Os cuillère Laurence Skivée

Des pages, des poèmes qui font tourbillonner la mâche de cette langue, les fétiches et les ossuaires, les enfances et artefacts, pour soudain, dans un très joli jeu typographiques, par ses blancs et décalages, laisse surgir la nudité de ses sensations, le creusement, à la cuillère, de nos perceptions et de leur intranquillité. Évidence et beauté, mouvement et fixation de l’instant, mystère surtout de cet Os cuillère qui tant m’a parlé que je ne sais qu’en dire. Laurence Skivée poursuit sa traversée, sa patiente écoute, avant tout sa poésie, pour l’exprimer trop simplement, comme expérience vécue, patient recueillement des silences et de ce qui en subsiste.

Peut-être l’avez-vous, ce carnet de lecteur, tente de plus en plus de timides incursions dans le domaine poétique. Pour le moment, nous ne pouvons que nous en féliciter, juste un petit regret de n’avoir pas le temps (le courage de le prendre), pour parler, tenter d’ainsi démêler, mes influences premières. Un peu trop occupé, sans doute, par l’annonce de la publication de mon essai L’épreuve de l’individu, confions l’impression de peiner en ce moment à trouver mes mots. Laurence Skivée m’excusera, j’espère, mes maladresses et intuitions.
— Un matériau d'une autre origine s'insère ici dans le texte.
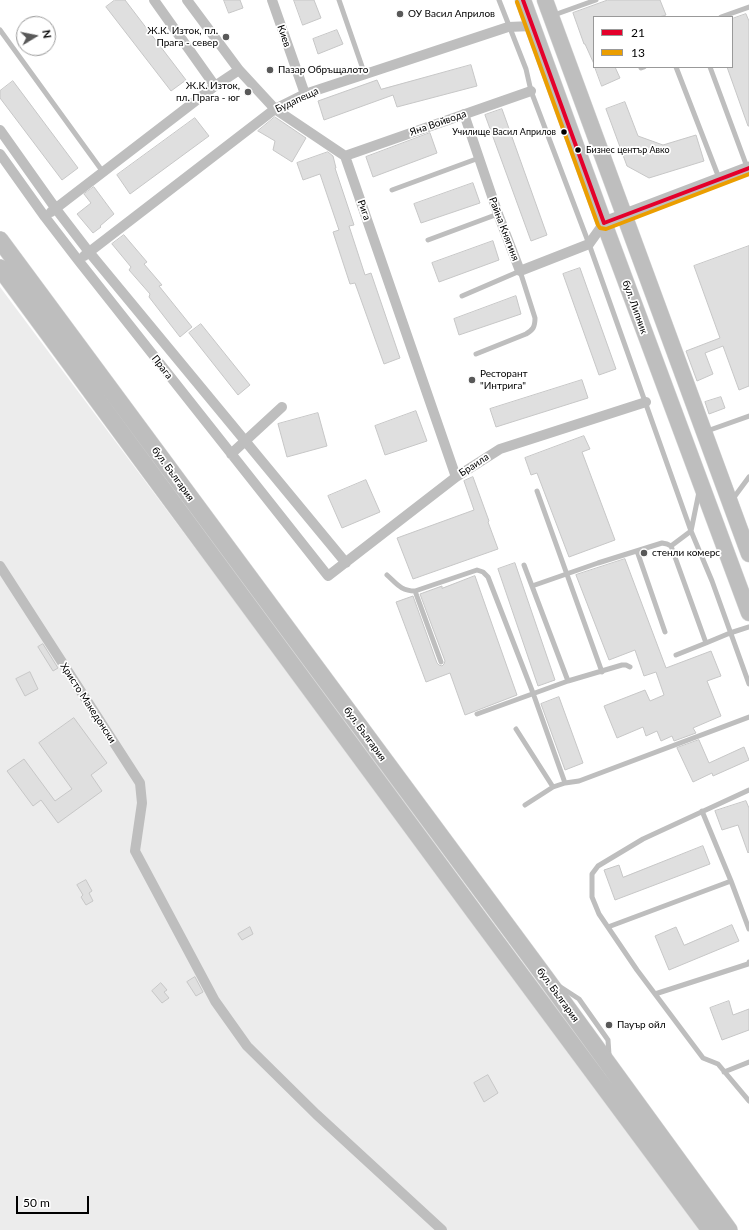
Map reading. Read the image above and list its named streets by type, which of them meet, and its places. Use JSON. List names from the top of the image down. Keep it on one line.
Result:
{"streets":{"highway":["бул. България"],"main road":["бул. Липник"],"street":["Киев","Будапеща","Яна Войвода","Рига","Райна Княгиня","Прага","Браила","Христо Македонски"]},"crossings":[["Киев","Будапеща"],["Будапеща","бул. Липник"],["Будапеща","Прага"],["Яна Войвода","Рига"],["Яна Войвода","Райна Княгиня"],["Рига","Браила"],["Прага","Браила"]],"places":["ОУ Васил Априлов","Ж.К. Изток, пл. Прага - север","Пазар Обръщалото","Ж.К. Изток, пл. Прага - юг","Училище Васил Априлов","Бизнес център Авко","Ресторант \"Интрига\"","стенли комерс","Пауър ойл"],"lines":["transit line 21","transit line 13"],"legend":["21","13"],"scale_bar":"50 m","north":"right"}
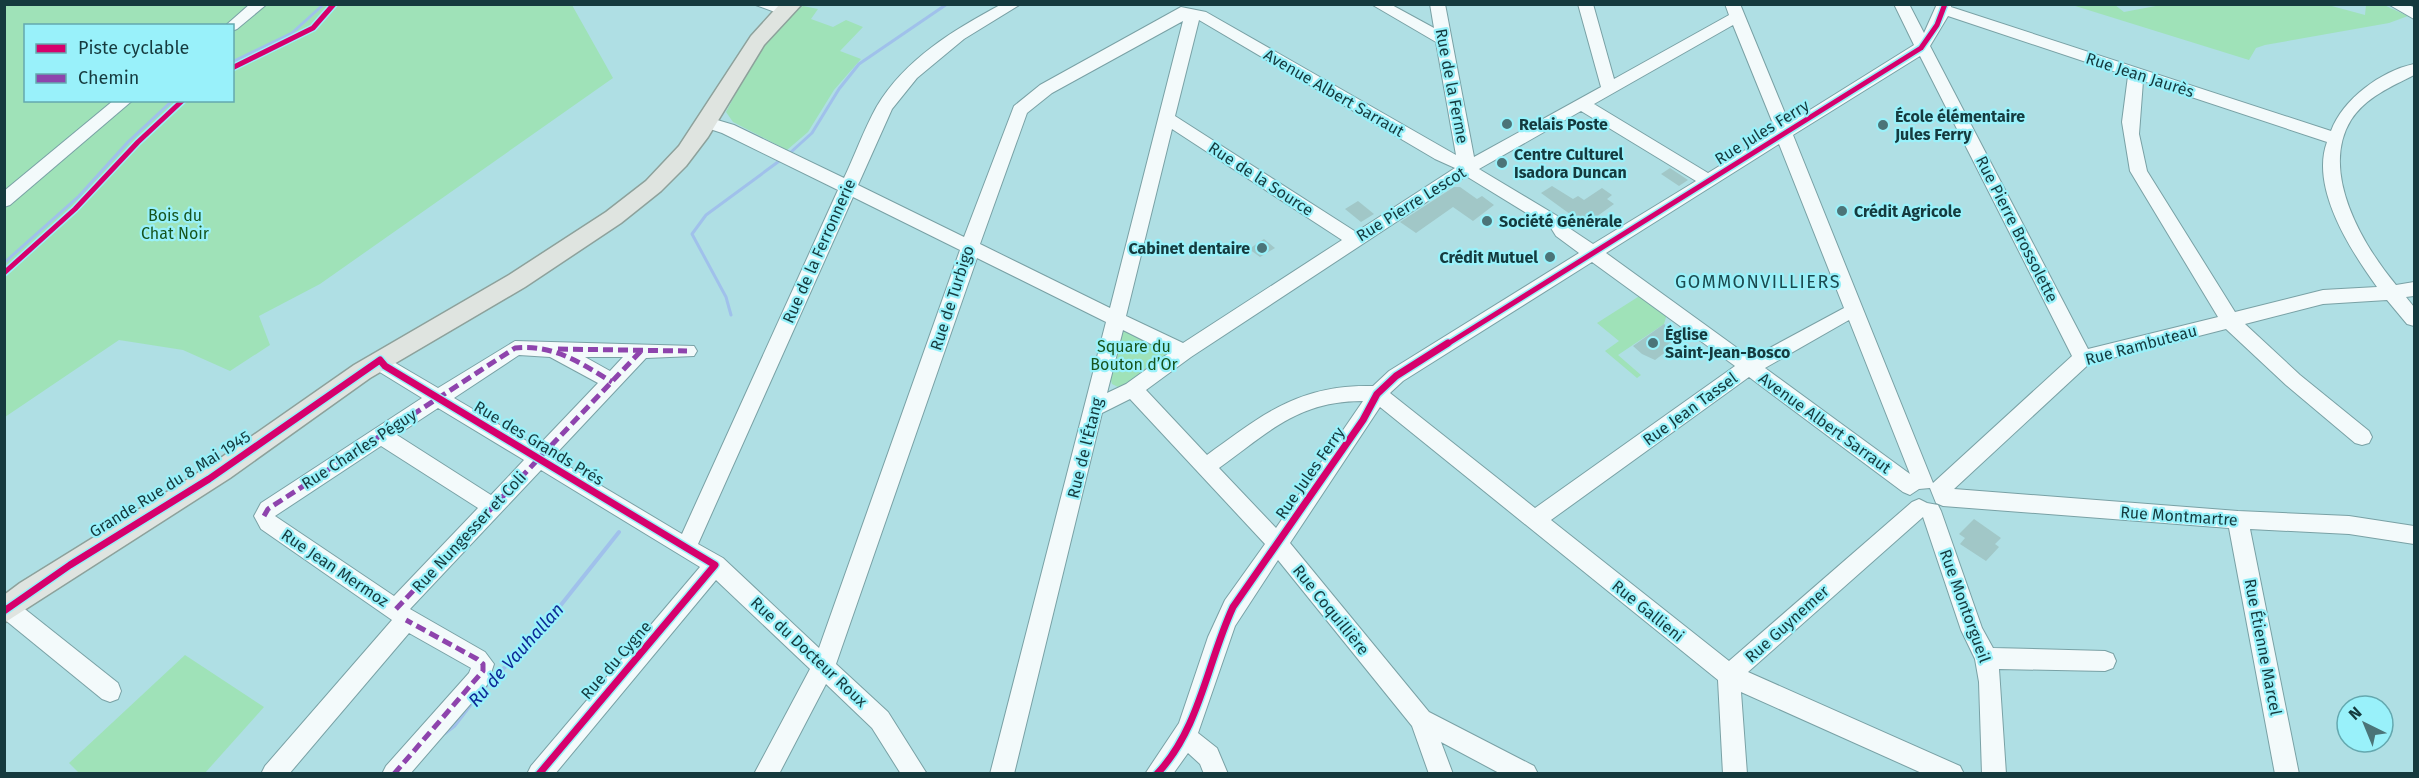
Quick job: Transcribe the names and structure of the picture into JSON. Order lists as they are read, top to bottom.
{
  "streets": {
    "main road": ["Grande Rue du 8 Mai 1945"],
    "street": [
      "Rue Jean Jaurès",
      "Rue de la Ferme",
      "Avenue Albert Sarraut",
      "Rue Jules Ferry",
      "Rue de la Source",
      "Rue Pierre Lescot",
      "Rue Pierre Brossolette",
      "Rue de la Ferronnerie",
      "Rue de Turbigo",
      "Rue Rambuteau",
      "Rue Jean Tassel",
      "Rue des Grands Prés",
      "Rue de l'Étang",
      "Rue Charles Péguy",
      "Rue Montmartre",
      "Rue Nungesser et Coli",
      "Rue Jean Mermoz",
      "Rue Montorgueil",
      "Rue Coquillière",
      "Rue Gallieni",
      "Rue Guynemer",
      "Rue Étienne Marcel",
      "Rue du Docteur Roux",
      "Rue du Cygne"
    ]
  },
  "crossings": [
    ["Rue Jean Jaurès", "Rue Jules Ferry"],
    ["Rue de la Ferme", "Avenue Albert Sarraut"],
    ["Rue de la Ferme", "Rue Pierre Lescot"],
    ["Avenue Albert Sarraut", "Rue Jules Ferry"],
    ["Avenue Albert Sarraut", "Rue Pierre Lescot"],
    ["Avenue Albert Sarraut", "Rue de Turbigo"],
    ["Avenue Albert Sarraut", "Rue Rambuteau"],
    ["Avenue Albert Sarraut", "Rue Jean Tassel"],
    ["Avenue Albert Sarraut", "Rue de l'Étang"],
    ["Avenue Albert Sarraut", "Rue Montmartre"],
    ["Avenue Albert Sarraut", "Rue Montorgueil"],
    ["Avenue Albert Sarraut", "Rue Guynemer"],
    ["Rue Jules Ferry", "Rue Pierre Brossolette"],
    ["Rue Jules Ferry", "Rue Montorgueil"],
    ["Rue Jules Ferry", "Rue Coquillière"],
    ["Rue Jules Ferry", "Rue Gallieni"],
    ["Rue de la Source", "Rue Pierre Lescot"],
    ["Rue de la Source", "Rue de l'Étang"],
    ["Rue Pierre Lescot", "Rue de l'Étang"],
    ["Rue Pierre Lescot", "Rue Montorgueil"],
    ["Rue Pierre Lescot", "Rue Coquillière"],
    ["Rue Pierre Brossolette", "Rue Rambuteau"],
    ["Rue de la Ferronnerie", "Rue des Grands Prés"],
    ["Rue de la Ferronnerie", "Rue du Docteur Roux"],
    ["Rue de Turbigo", "Rue de l'Étang"],
    ["Rue de Turbigo", "Rue du Docteur Roux"],
    ["Rue Rambuteau", "Rue Montmartre"],
    ["Rue Rambuteau", "Rue Montorgueil"],
    ["Rue Rambuteau", "Rue Guynemer"],
    ["Rue Jean Tassel", "Rue Montorgueil"],
    ["Rue Jean Tassel", "Rue Gallieni"],
    ["Rue des Grands Prés", "Rue Charles Péguy"],
    ["Rue des Grands Prés", "Grande Rue du 8 Mai 1945"],
    ["Rue des Grands Prés", "Rue Nungesser et Coli"],
    ["Rue des Grands Prés", "Rue du Docteur Roux"],
    ["Rue Charles Péguy", "Rue Nungesser et Coli"],
    ["Rue Charles Péguy", "Rue Jean Mermoz"],
    ["Rue Montmartre", "Rue Montorgueil"],
    ["Rue Montmartre", "Rue Guynemer"],
    ["Rue Montmartre", "Rue Étienne Marcel"],
    ["Rue Nungesser et Coli", "Rue Jean Mermoz"],
    ["Rue Montorgueil", "Rue Guynemer"],
    ["Rue Gallieni", "Rue Guynemer"],
    ["Rue du Docteur Roux", "Rue du Cygne"]
  ],
  "districts": ["GOMMONVILLIERS"],
  "water": ["Ru de Vauhallan"],
  "parks": ["Bois du Chat Noir", "Square du Bouton d’Or"],
  "places": [
    "Relais Poste",
    "École élémentaire Jules Ferry",
    "Centre Culturel Isadora Duncan",
    "Crédit Agricole",
    "Société Générale",
    "Cabinet dentaire",
    "Crédit Mutuel",
    "Église Saint-Jean-Bosco"
  ],
  "legend": ["Piste cyclable", "Chemin"],
  "north": "top left"
}
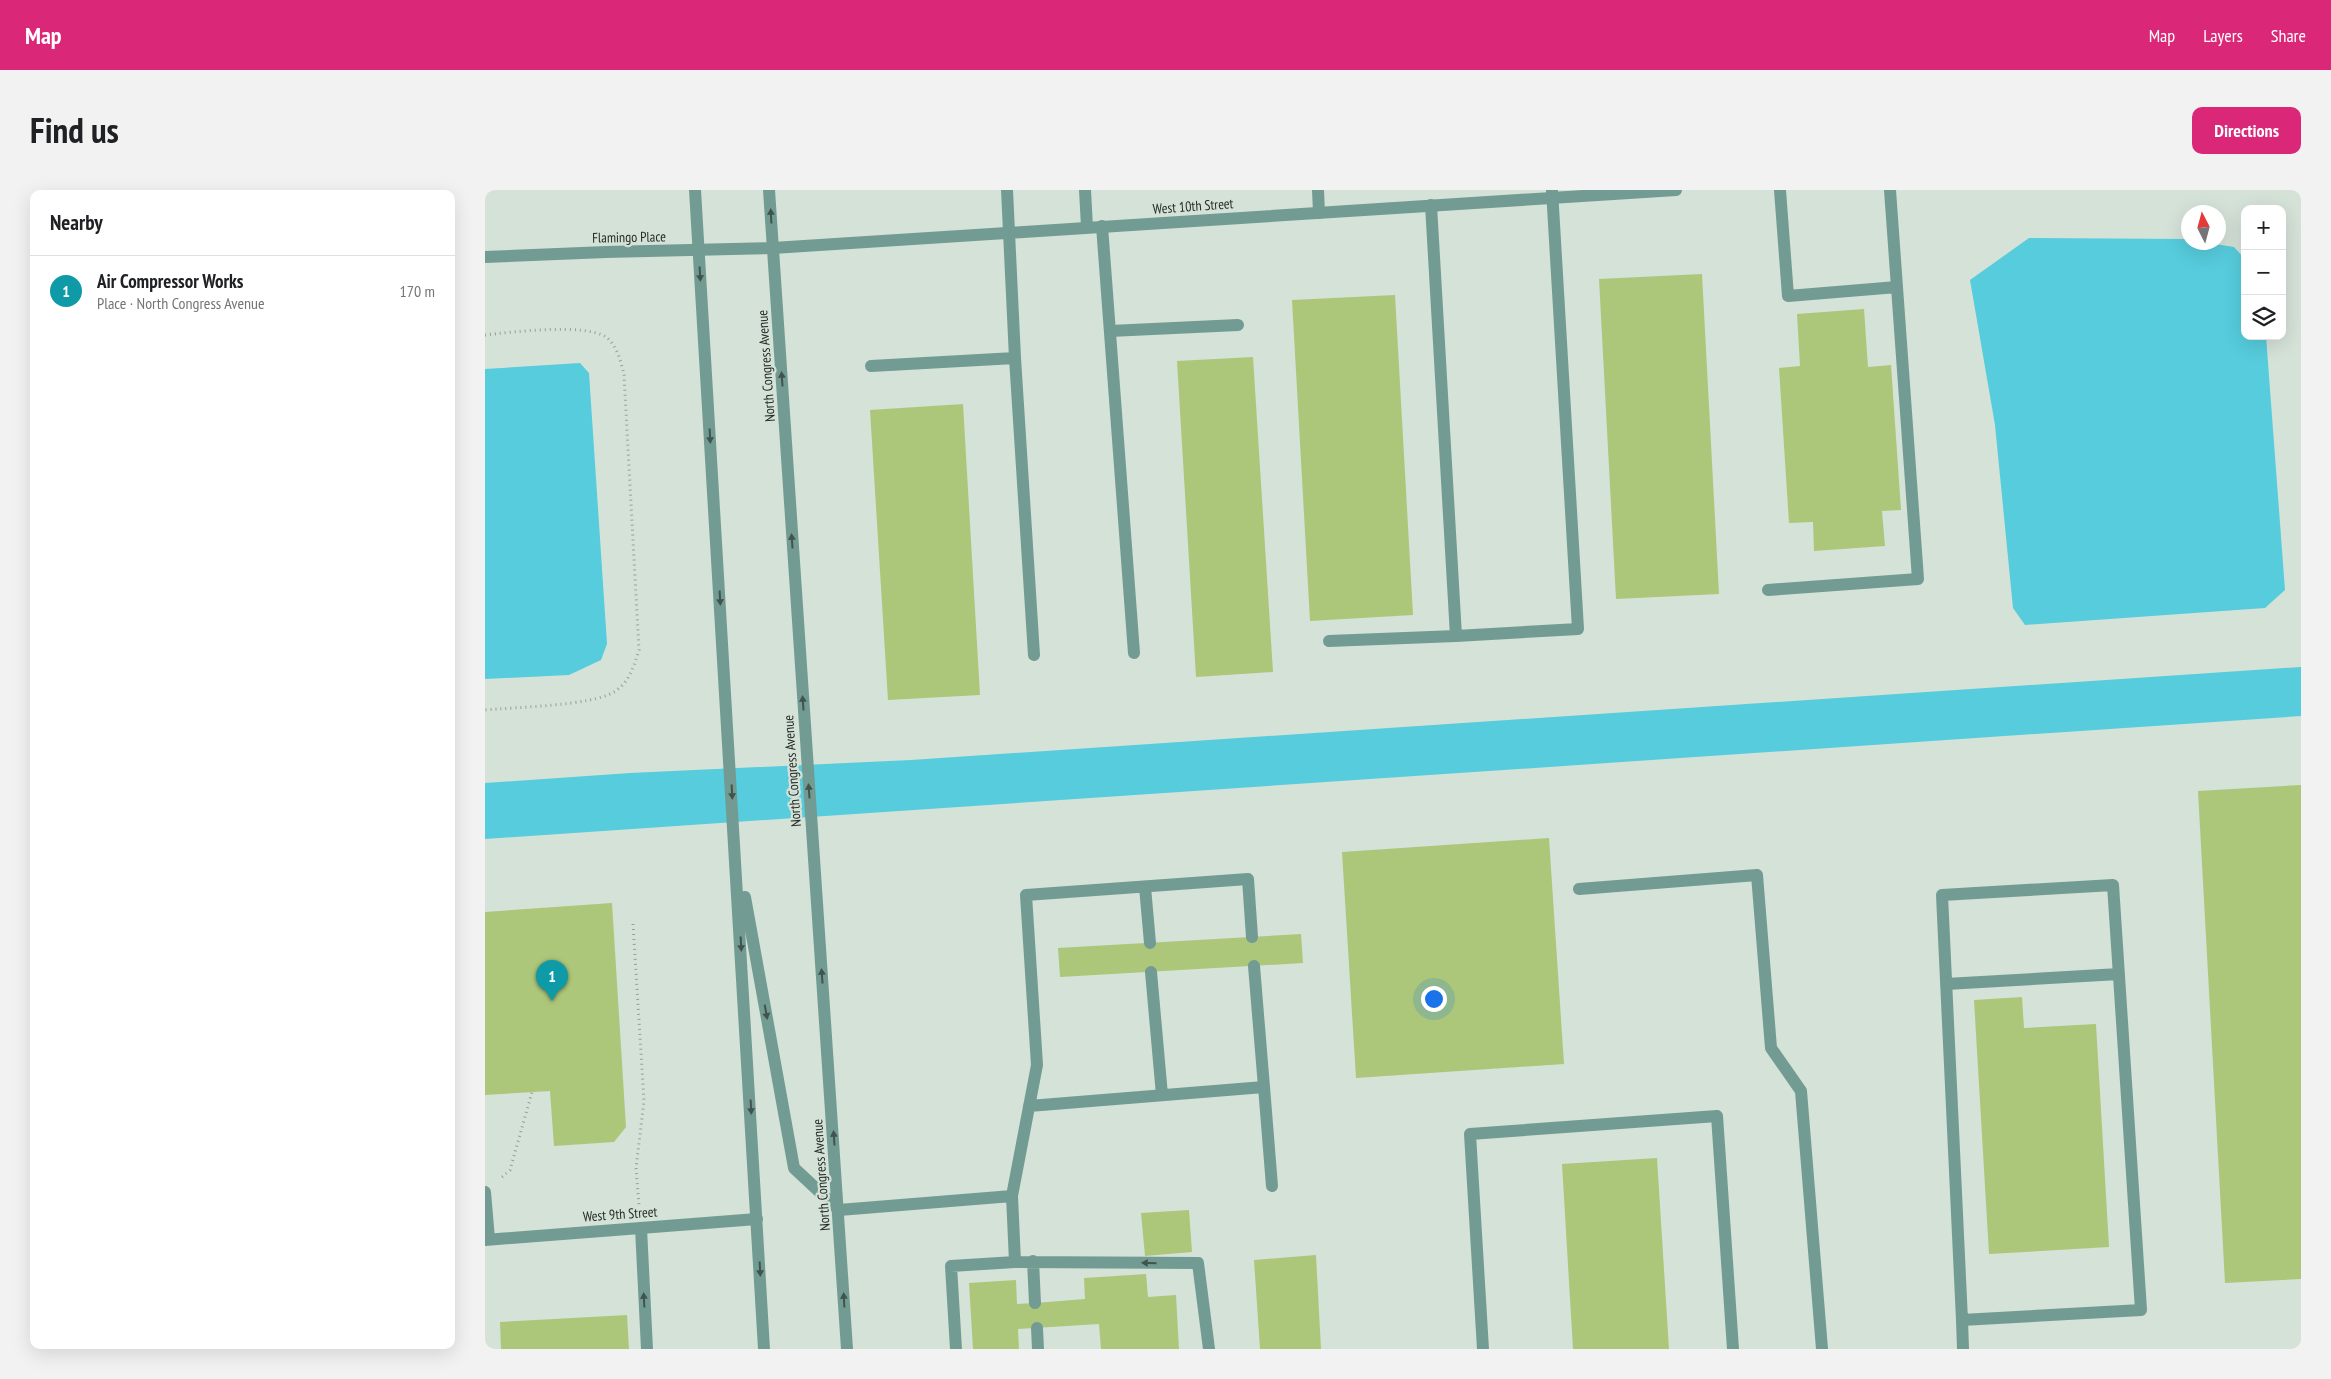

Si nous nous réjouissons de parler de poésie, c’est sans doute pour y retrouver cette impression (le roman quand il se suffit à lui-même) peut aussi le fournir : tout ce que l’on parviendra à dire sera paraphrase, pesants ajouts. Conservons, au moins pour nous-mêmes, cet intangible d’un recueil qui nous a parlé. « la lumière et l’obscurité/dansent dans notre œil. » Pleine page, en plein milieu. Puisqu’il faut se livrer au commentaire, je crois que nous pouvons le dire ainsi : Os cuillère d’abord nous fait entendre des silences. À l’instar du Laveur de vitre, il me semble que c’est ceci la part autobiographique, l’implication de l’autrice, les biographèmes pour emprunter le terme à la préface de Tristan Sautier, que nous rend sensible ce beau recueil. Ce qui continue à me hanter reste la radicale irrésolution que nous fait entendre Laurence Skivée. « On touche à quelque chose/dans l’envers invisible/prise d’un éternuement de langue/d’une démarche blanche. » Une honte de citer ainsi ce poème, le lecteur ira voir, n’en doutons pas, le sens ajouté par sa disposition typographique qui donne à voir cet éternuement de langue (quelle belle formule) sa spontanéité irrésistible, mimétique aussi. Une sorte de blancheur tant il me semble que c’est du vide que, sans cesse, s’élance Os cuillère. On comprendra, après « mon » Un vide, en Soi, à quel point cette démarche me parle. Elle pourrait aussi renvoyée au très beau, et très complexe, Improsion Exprosion d’Olivier Mellano.

Je veux rester pour voir/les errances/de mes erreurs/(souvenirs oubliés)/c’est vrai

On le répète, la versification de Laurence Skivée, assez admirablement, découpe autrement silence et le sens qui en découle. On aime vraiment comment chez Laurence Skivée la présence de l’autre dessine une incertaine continuité narrative. Le langage est tambouille enfantine, selon le cliché le poète serait celui qui fait parler son enfance, se place dans le perpétuel resurgissement du langage. « regarder la phrase/écouter// cela nous permet d’aller/plus loin// c’est délicat. » Os cuillère fait alors entendre une manière de dialogue tacite, une autre forme d’absence et de silence dont doit se lancer la parole. Une fausse piste, tout aussi bien. « Il faut bien risquer/plonger dans l’étonnement. » Laurence Skivée, discrètement, se place «  à la frontière de l’audace » et, comme un mirage qui s’efface : « les mots basculent/(c’est une phrase murmurée) ». Un susurrement, une voix taiseuse qui nous parle on l’a dit, dans toute sa fragilité, son émotion rentrée, sa traversée des doutes. Lisez Laurence Skivée.


Un grand merci à La lettre volée pour l’envoi de ce recueil.